OTTAWA—Canada’s top public health official says it may be time to revise federal guidance to provinces on how to prevent airborne infections.
Chief public health officer Dr. Theresa Tam said Tuesday the science on whether COVID-19 is transmitted via tiny aerosolized particles indoors is “evolving” and more changes to protect health-care workers, especially in long-term-care homes, could be needed.
It’s a small but controversial concession by Tam, who is under pressure from an increasingly vocal group of Canadian nurses and some infectious disease specialists — one that could lead to more stringent requirements for costly N95 respirators not only for hospitals and long-term-care homes, but also for stricter rules in public workplaces outside of health-care settings as well.

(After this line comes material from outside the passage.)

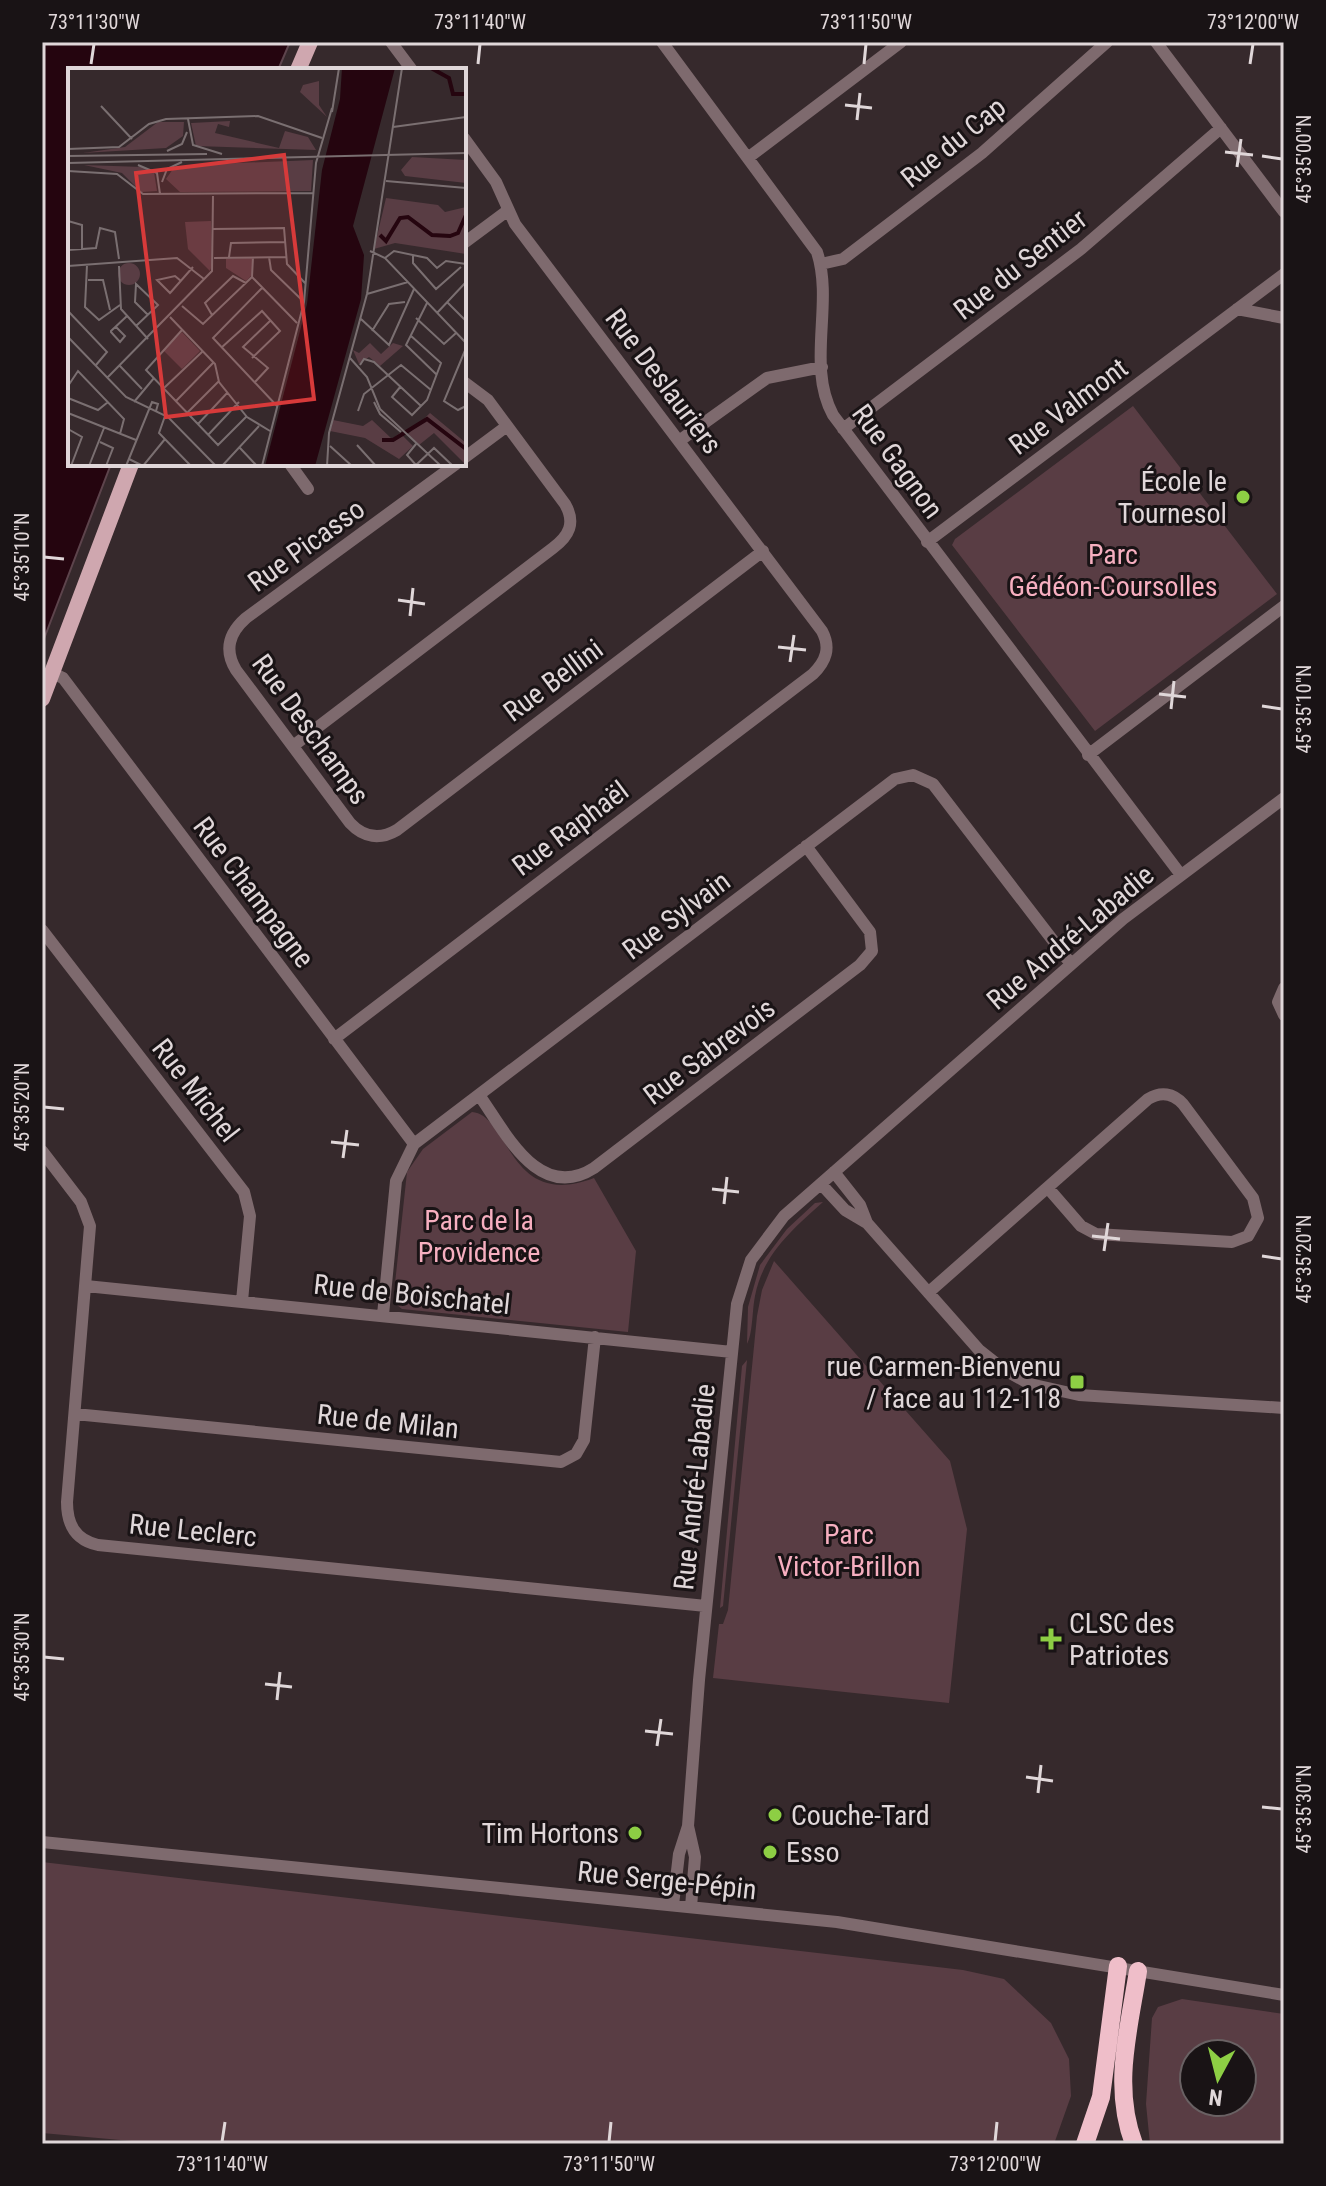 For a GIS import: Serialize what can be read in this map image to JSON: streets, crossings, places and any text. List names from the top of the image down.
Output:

Her statement comes months after the U.S. Centers for Disease Control and the World Health Organization airborne transmission of aerosolized particles may be possible in crowded, poorly ventilated settings.
Tam’s reluctance to definitively agree that there is airborne transmission may be baffling to some, yet epidemiologist Dr. David Fisman with the University of Toronto’s Dalla Lana School of Public Health, says it is difficult for her to marshal consensus.
“Dr. Tam is having to negotiate a very challenging medical-political landscape, which makes it hard for her to simply state what many of us now take for granted,” said Fisman.
“The complexities of this situation are really closely linked to the N95 supply chain and worries that that will dry up,” he said. “And also to some very well established voices on the Canadian infection control scene who are quite adamant that this disease can’t possibly be transmitted via aerosol.”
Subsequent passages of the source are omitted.